## [WHAT TO PRODUCE]
Reproduce the entries verbatim; no pictures.

[DATA SHOWN — start]

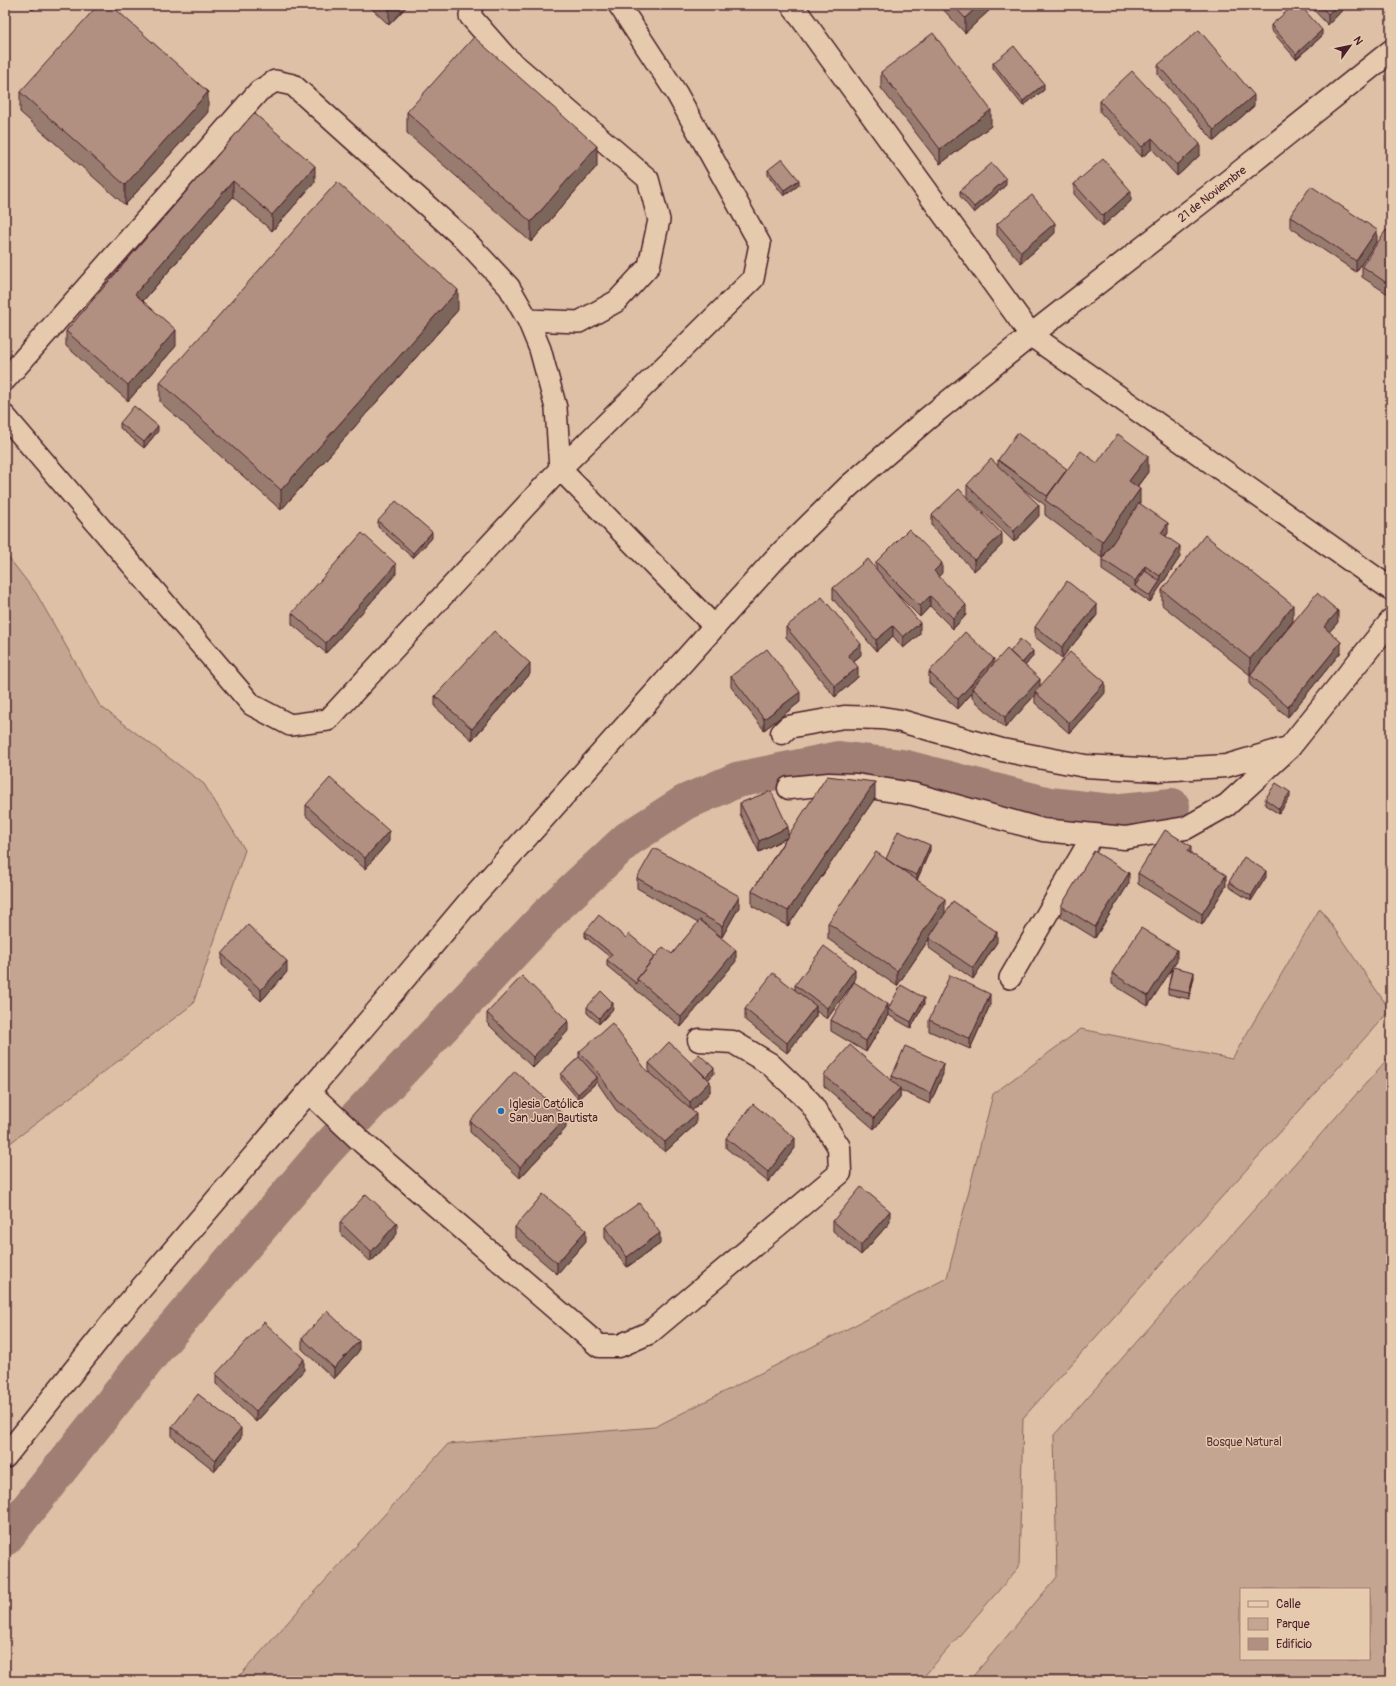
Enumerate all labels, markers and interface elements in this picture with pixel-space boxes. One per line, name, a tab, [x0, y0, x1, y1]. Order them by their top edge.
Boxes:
north arrow	[1330, 26, 1370, 66]
text: N	[1350, 34, 1366, 48]
street label: 21 de Noviembre	[1175, 163, 1250, 226]
place label: Iglesia Católica San Juan Bautista	[509, 1097, 598, 1126]
marker: Iglesia Católica San Juan Bautista	[496, 1106, 506, 1116]
park label: Bosque Natural	[1206, 1435, 1282, 1450]
legend	[1240, 1588, 1370, 1660]
text: Calle	[1276, 1597, 1301, 1612]
text: Parque	[1276, 1617, 1310, 1632]
text: Edificio	[1276, 1637, 1312, 1652]

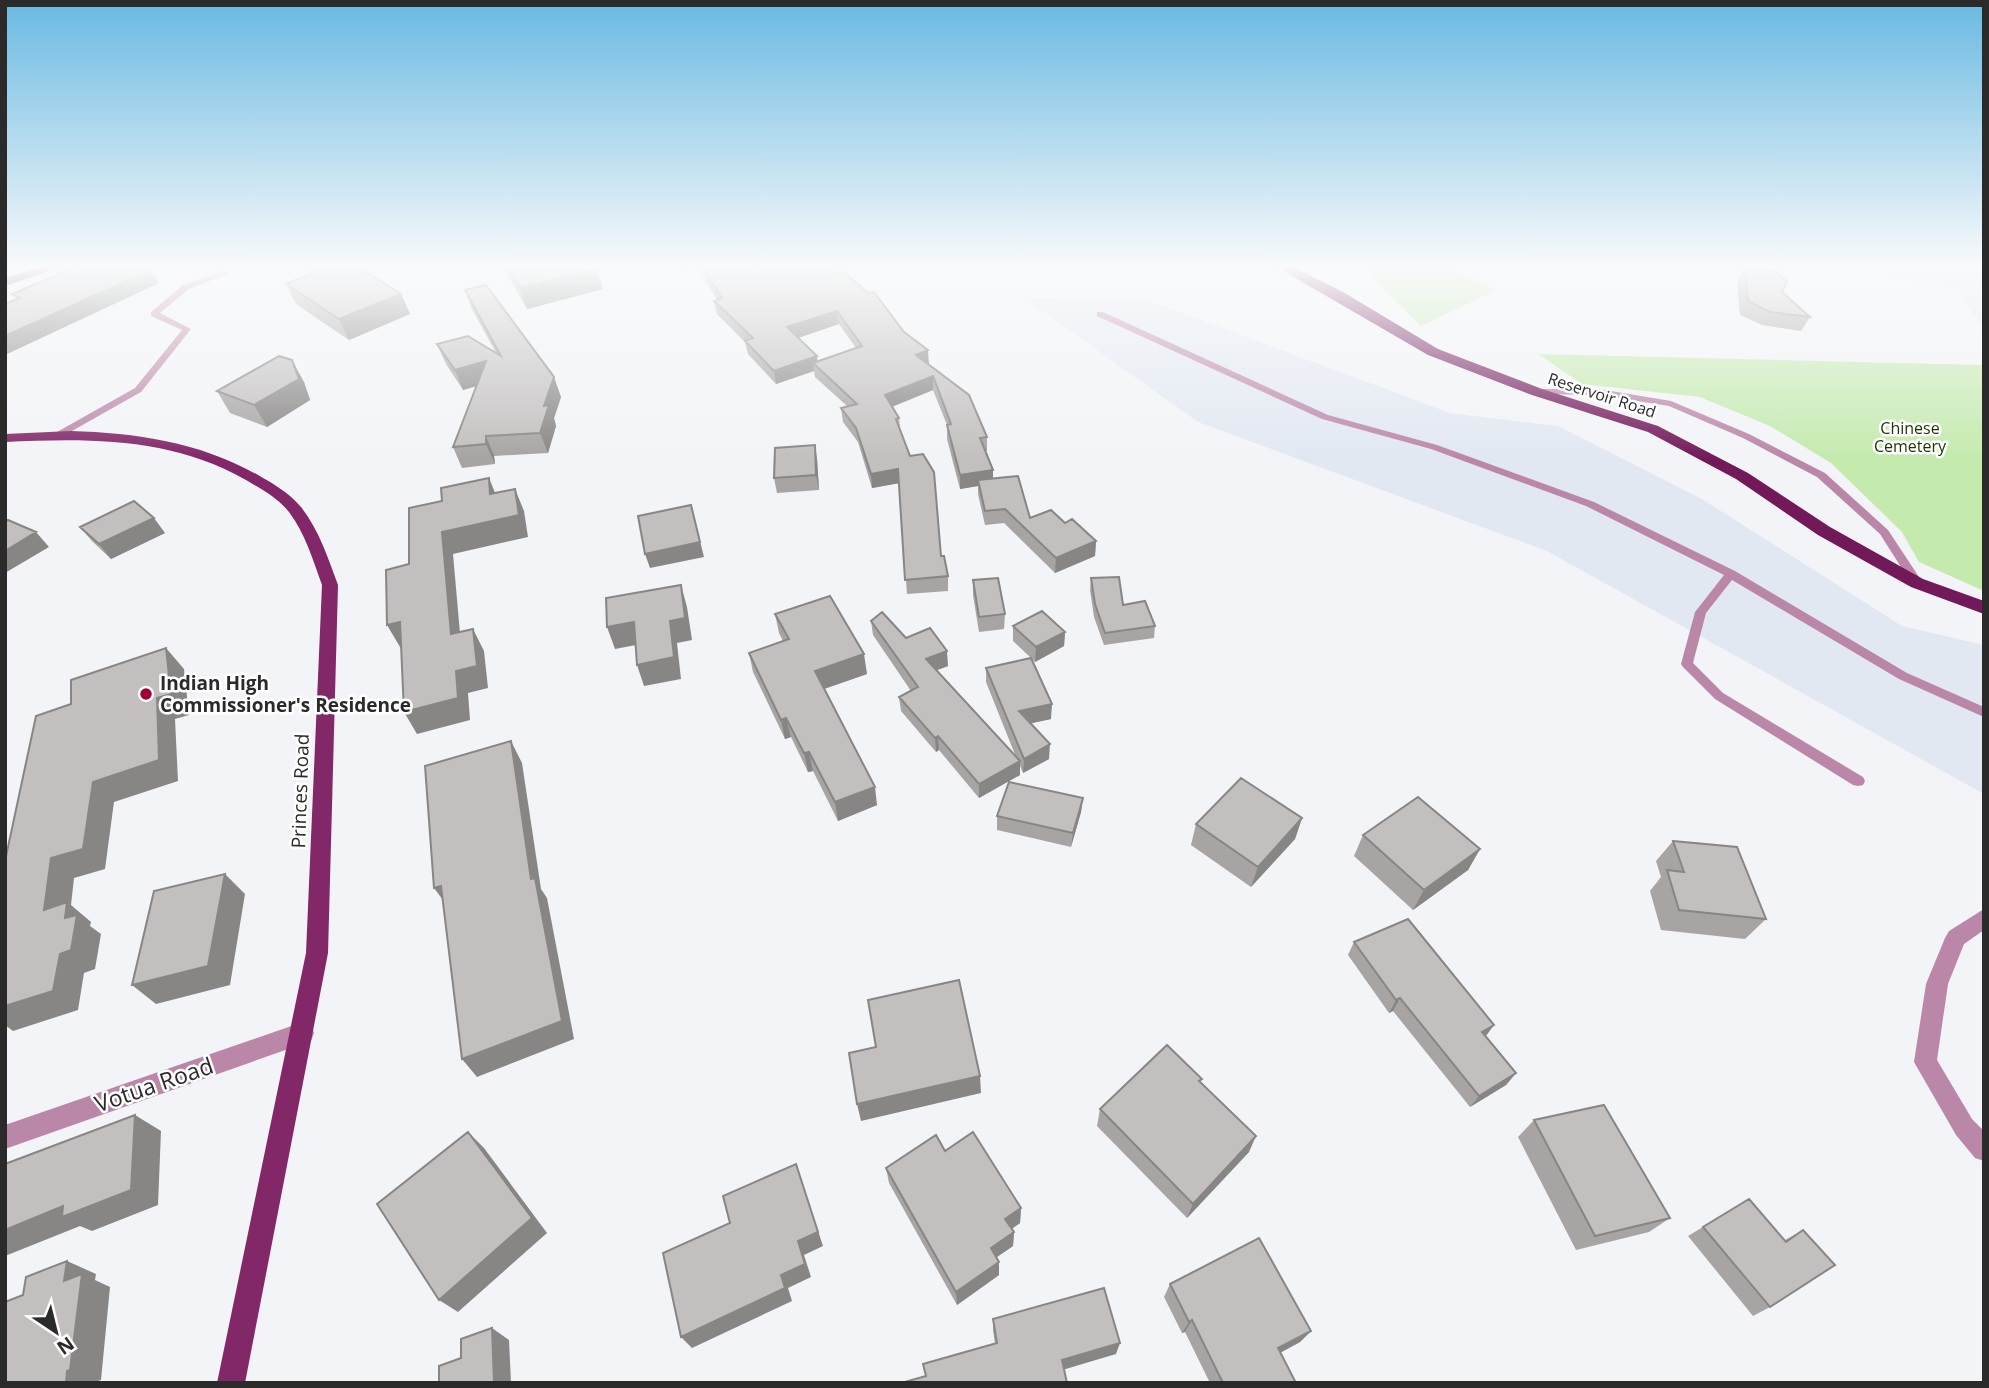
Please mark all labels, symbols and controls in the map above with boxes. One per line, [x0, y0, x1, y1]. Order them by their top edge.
street label: Reservoir Road [1545, 367, 1659, 423]
park label: Chinese Cemetery [1874, 417, 1947, 457]
place label: Indian High Commissioner's Residence [160, 670, 411, 718]
marker: Indian High Commissioner's Residence [138, 686, 154, 702]
street label: Princes Road [285, 733, 315, 849]
street label: Votua Road [90, 1049, 217, 1119]
north arrow [21, 1297, 91, 1367]
text: N [52, 1331, 80, 1361]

[DATA SHOWN — finish]

## [ANSWER TO THIS PROBLEM]
Enumerate all labels, markers and interface elements in this picture with pixel-space boxes. One per line, name, a tab, [x0, y0, x1, y1]. Order them by their top edge.
Boxes:
north arrow	[1330, 26, 1370, 66]
text: N	[1350, 34, 1366, 48]
street label: 21 de Noviembre	[1175, 163, 1250, 226]
place label: Iglesia Católica San Juan Bautista	[509, 1097, 598, 1126]
marker: Iglesia Católica San Juan Bautista	[496, 1106, 506, 1116]
park label: Bosque Natural	[1206, 1435, 1282, 1450]
legend	[1240, 1588, 1370, 1660]
text: Calle	[1276, 1597, 1301, 1612]
text: Parque	[1276, 1617, 1310, 1632]
text: Edificio	[1276, 1637, 1312, 1652]

Please mark all labels, symbols and controls in the map above with boxes. One per line, [x0, y0, x1, y1]. Order them by their top edge.
street label: Reservoir Road [1545, 367, 1659, 423]
park label: Chinese Cemetery [1874, 417, 1947, 457]
place label: Indian High Commissioner's Residence [160, 670, 411, 718]
marker: Indian High Commissioner's Residence [138, 686, 154, 702]
street label: Princes Road [285, 733, 315, 849]
street label: Votua Road [90, 1049, 217, 1119]
north arrow [21, 1297, 91, 1367]
text: N [52, 1331, 80, 1361]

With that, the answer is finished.